Companies are sometimes choosing software-as-a-service over on-premises software because it is inexpensive and flexible, yet recent outages at Google and Workday are reminders that SaaS isn't perfect. SaaS lets CIO pay only for what they need, but how do CIOs make sure they get the performance they've paid for?
Most SaaS vendors only guarantee 99.9% availability or better, depending on the app, because in any IT infrastructure, unplanned outages can and do occur. But a good SaaS vendor, in addition to presenting a solid fail-over plan, is forthright about system performance, and communicates the details of unplanned outages if they occur.

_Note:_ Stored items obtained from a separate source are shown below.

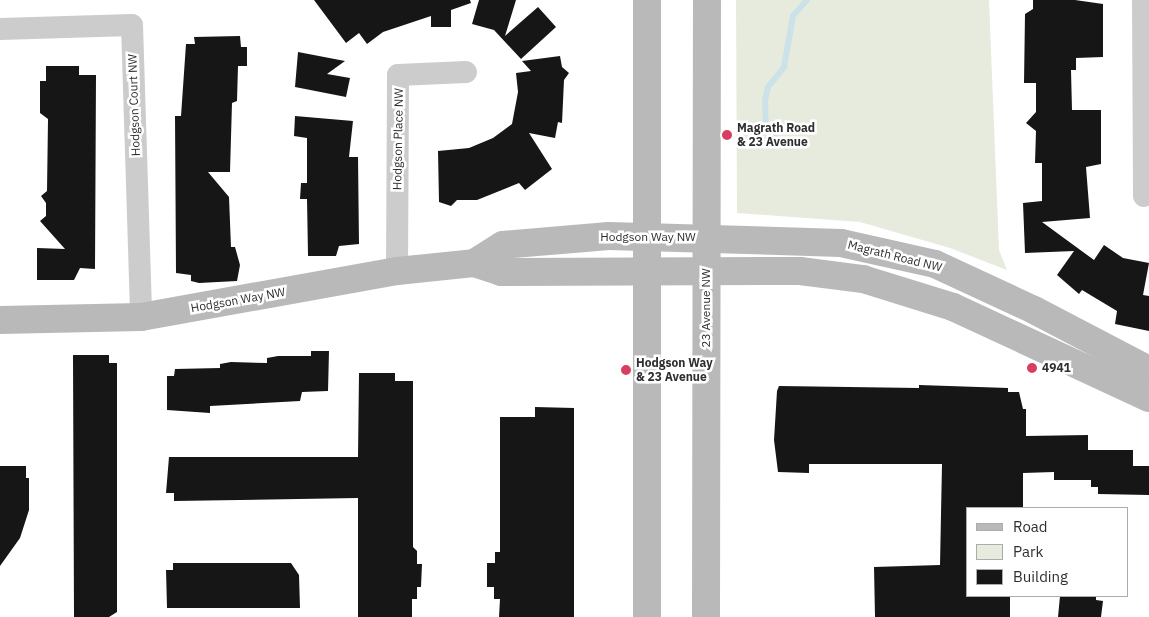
<!DOCTYPE html>
<html>
<head>
<meta charset="utf-8">
<style>
  body { margin:0 }
  #map { position:relative; width:1149px; height:617px; overflow:hidden; background:#fff; font-family:"IBM Plex Sans",sans-serif }
  div>[style] { position:absolute }
  .green>* { inset:0; background:#e7ebde }
  .stream>* { height:6px; margin:-3px; padding:0 3px; transform-origin:3px; border-radius:3px; background:#cbe2e9 }
  .building>* { inset:0; background:#161616 }
  .street>* { height:22px; margin:-11px; padding:0 11px; transform-origin:11px; border-radius:11px; background:#ccc }
  .secondary>* { height:28px; margin:-14px; padding:0 14px; transform-origin:14px; border-radius:14px; background:#b9b9b9 }
  .dots>* { width:14px; height:14px; translate:-50% -50%; box-sizing:border-box; border:2px solid #fff; border-radius:50% }
  span { translate:-50% -50%; white-space:nowrap; text-align:center; line-height:1.15; -webkit-text-stroke:5px #fff; paint-order:stroke }
  .street-label { font-size:12px; color:#2f2f2f }
  .poi-label { font-size:12px; color:#2f2f2f; font-weight:700 }
  .left { translate:0 -50%; text-align:left }
  .legend { position:absolute; left:966px; top:507px; width:162px; height:90px; box-sizing:border-box; background:#fff; border:1px solid #acacac; margin:0; padding:6px 9px; list-style:none; font-size:15px; color:#2f2f2f }
  .legend li { display:flex; align-items:center; gap:10px; height:25px }
  .legend b { width:25px; border:1px solid #acacac }
</style>
</head>
<body>
<div id="map">
  <div class="green">
    <div style="clip-path:polygon(736px 0,989px 0,999px 250px,1007px 270px,950px 248px,860px 222px,737px 213px)"></div>
  </div>
  <div class="stream">
    <div style="left:786px;top:147px;width:27px;rotate:-138deg"></div>
    <div style="left:766px;top:129px;width:29px;rotate:-92deg"></div>
    <div style="left:765px;top:100px;width:13px;rotate:-77deg"></div>
    <div style="left:768px;top:87px;width:26px;rotate:-51deg"></div>
    <div style="left:784px;top:67px;width:52px;rotate:-80deg"></div>
    <div style="left:793px;top:16px;width:21px;rotate:-49deg"></div>
  </div>
  <div class="building">
    <div style="clip-path:polygon(314px 0,470px 0,471px 3px,451px 10px,451px 27px,431px 27px,431px 16px,383px 32px,367px 44px,359px 33px,346px 43px)"></div>
    <div style="clip-path:polygon(479px 0,516px 0,505px 36px,538px 7px,556px 27px,521px 59px,494px 30px,472px 24px)"></div>
    <div style="clip-path:polygon(1033px 0,1075px 0,1103px 4px,1103px 57px,1076px 58px,1076px 70px,1071px 70px,1072px 110px,1101px 110px,1101px 164px,1086px 167px,1090px 218px,1042px 222px,1094px 260px,1104px 245px,1123px 258px,1149px 263px,1143px 295px,1149px 296px,1149px 331px,1115px 324px,1117px 311px,1082px 290px,1079px 294px,1057px 275px,1074px 251px,1025px 253px,1023px 203px,1042px 201px,1042px 163px,1035px 163px,1036px 131px,1026px 123px,1036px 112px,1036px 83px,1024px 83px,1025px 14px,1033px 9px)"></div>
    <div style="clip-path:polygon(240px 36px,241px 47px,247px 47px,247px 66px,238px 66px,237px 101px,232px 103px,230px 172px,208px 172px,229px 197px,231px 247px,235px 247px,240px 265px,237px 281px,199px 283px,191px 281px,191px 275px,176px 273px,175px 116px,181px 116px,186px 44px,195px 44px,194px 37px)"></div>
    <div style="clip-path:polygon(298px 52px,345px 61px,327px 74px,350px 78px,346px 97px,295px 87px)"></div>
    <div style="clip-path:polygon(560px 56px,562px 67px,569px 73px,564px 80px,562px 123px,558px 122px,555px 138px,529px 133px,552px 169px,525px 190px,519px 183px,477px 200px,457px 200px,451px 206px,439px 202px,438px 151px,469px 148px,493px 138px,512px 124px,518px 92px,516px 73px,531px 71px,522px 61px)"></div>
    <div style="clip-path:polygon(46px 66px,79px 66px,79px 75px,96px 75px,95px 269px,80px 268px,74px 280px,37px 280px,37px 248px,65px 249px,40px 221px,46px 216px,46px 203px,41px 196px,47px 191px,48px 119px,40px 113px,40px 81px,46px 81px)"></div>
    <div style="clip-path:polygon(295px 116px,353px 121px,349px 157px,358px 157px,359px 244px,339px 246px,336px 256px,308px 256px,307px 199px,300px 199px,301px 183px,307px 183px,307px 138px,294px 136px)"></div>
    <div style="clip-path:polygon(311px 351px,329px 351px,328px 391px,302px 392px,300px 401px,210px 406px,210px 413px,167px 410px,167px 376px,174px 376px,175px 369px,220px 368px,220px 364px,231px 362px,267px 363px,267px 358px,278px 356px,311px 356px)"></div>
    <div style="clip-path:polygon(73px 355px,109px 355px,109px 363px,117px 363px,117px 612px,109px 617px,74px 617px)"></div>
    <div style="clip-path:polygon(359px 373px,395px 373px,395px 381px,413px 381px,413px 547px,417px 551px,417px 564px,422px 564px,421px 587px,417px 587px,417px 599px,412px 599px,412px 617px,358px 617px,358px 498px,174px 501px,174px 493px,166px 493px,169px 457px,358px 457px)"></div>
    <div style="clip-path:polygon(919px 385px,1008px 388px,1008px 392px,1019px 392px,1023px 409px,1026px 409px,1026px 436px,1088px 435px,1088px 450px,1133px 450px,1133px 466px,1149px 466px,1149px 495px,1098px 494px,1098px 487px,1091px 487px,1091px 480px,1054px 480px,1054px 472px,1023px 473px,1023px 507px,968px 508px,968px 596px,1010px 596px,1010px 617px,875px 617px,874px 567px,940px 565px,942px 464px,809px 464px,809px 473px,778px 472px,774px 440px,777px 391px,779px 386px,919px 388px)"></div>
    <div style="clip-path:polygon(535px 407px,574px 408px,574px 617px,499px 617px,500px 599px,494px 599px,494px 587px,487px 587px,487px 563px,495px 563px,495px 552px,500px 552px,500px 417px,535px 417px)"></div>
    <div style="clip-path:polygon(0 466px,26px 466px,26px 478px,29px 478px,29px 510px,20px 538px,0 566px)"></div>
    <div style="clip-path:polygon(173px 563px,291px 563px,299px 575px,300px 608px,167px 608px,166px 570px,173px 570px)"></div>
    <div style="clip-path:polygon(1060px 596px,1096px 596px,1096px 600px,1103px 601px,1101px 617px,1058px 617px)"></div>
  </div>
  <div class="street">
    <div style="left:1143px;top:0;width:196px;rotate:89.7deg"></div>
    <div style="left:0;top:29px;width:132px;rotate:-1.7deg"></div>
    <div style="left:132px;top:25px;width:292px;rotate:88.2deg"></div>
    <div style="left:397px;top:271px;width:196px;rotate:-89.7deg"></div>
    <div style="left:398px;top:75px;width:68px;rotate:-2.5deg"></div>
  </div>
  <div class="secondary">
    <div style="left:474px;top:263px;width:34px;rotate:-32deg"></div>
    <div style="left:503px;top:245px;width:106px;rotate:-4.9deg"></div>
    <div style="left:609px;top:236px;width:232px;rotate:1.7deg"></div>
    <div style="left:841px;top:243px;width:96px;rotate:12.6deg"></div>
    <div style="left:935px;top:264px;width:109px;rotate:24.9deg"></div>
    <div style="left:1034px;top:310px;width:130px;rotate:27.6deg"></div>
    <div style="left:0;top:320px;width:141px;rotate:-1.2deg"></div>
    <div style="left:141px;top:317px;width:260px;rotate:-10.2deg"></div>
    <div style="left:397px;top:271px;width:77px;rotate:-5.9deg"></div>
    <div style="left:474px;top:263px;width:28px;rotate:18deg"></div>
    <div style="left:501px;top:272px;width:299px;rotate:-0.2deg"></div>
    <div style="left:800px;top:271px;width:64px;rotate:7.2deg"></div>
    <div style="left:863px;top:279px;width:94px;rotate:17.3deg"></div>
    <div style="left:953px;top:307px;width:216px;rotate:24.9deg"></div>
    <div style="left:647px;top:617px;width:617px;rotate:-90deg"></div>
    <div style="left:706px;top:617px;width:617px;rotate:-89.91deg"></div>
  </div>
  <div class="dots">
    <div style="left:727px;top:135px;background:#d93e61"></div>
    <div style="left:1032px;top:368px;background:#d93e61"></div>
    <div style="left:626px;top:370px;background:#d93e61"></div>
  </div>
  <div class="street-label">
    <span style="left:134px;top:105px;rotate:-92deg">Hodgson Court NW</span>
    <span style="left:398px;top:139px;rotate:-89deg">Hodgson Place NW</span>
    <span style="left:648px;top:237px">Hodgson Way NW</span>
    <span style="left:895px;top:256px;rotate:14deg">Magrath Road NW</span>
    <span style="left:238px;top:300px;rotate:-10deg">Hodgson Way NW</span>
    <span style="left:706px;top:308px;rotate:-90deg">23 Avenue NW</span>
  </div>
  <div class="poi-label">
    <span class="left" style="left:737px;top:135px">Magrath Road<br>&amp; 23 Avenue</span>
    <span class="left" style="left:636px;top:370px">Hodgson Way<br>&amp; 23 Avenue</span>
    <span class="left" style="left:1042px;top:368px">4941</span>
  </div>
  <ul class="legend">
  <li><b style="height:6px;background:#b9b9b9"></b>Road</li>
  <li><b style="height:14px;background:#e7ebde"></b>Park</li>
  <li><b style="height:14px;background:#161616"></b>Building</li>
  </ul>
</div>
</body>
</html>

Ray Wang, an analyst with Altimeter Group, published a best-practices document for SaaS earlier this month, titled "Customer Bill Of Rights: Software-as-a-Service." On performance metrics, Wang advises that SaaS customers should expect their vendors to provide a "trust site" for monitoring service levels (such as Trust.salesforce.com or status.netsuite.com), although not all vendors provide such sites. Vendors also should provide a monthly report on key availability and continuity metrics, Wang advises.
Workday, which offers human resources, financial apps, and payroll-as-a-service, is among those that don't offer a trust site. But it's still a small company, with only 100 customers, so it was easy enough to call or e-mail customers with status updates during a 15-hour outage on Sept. 24.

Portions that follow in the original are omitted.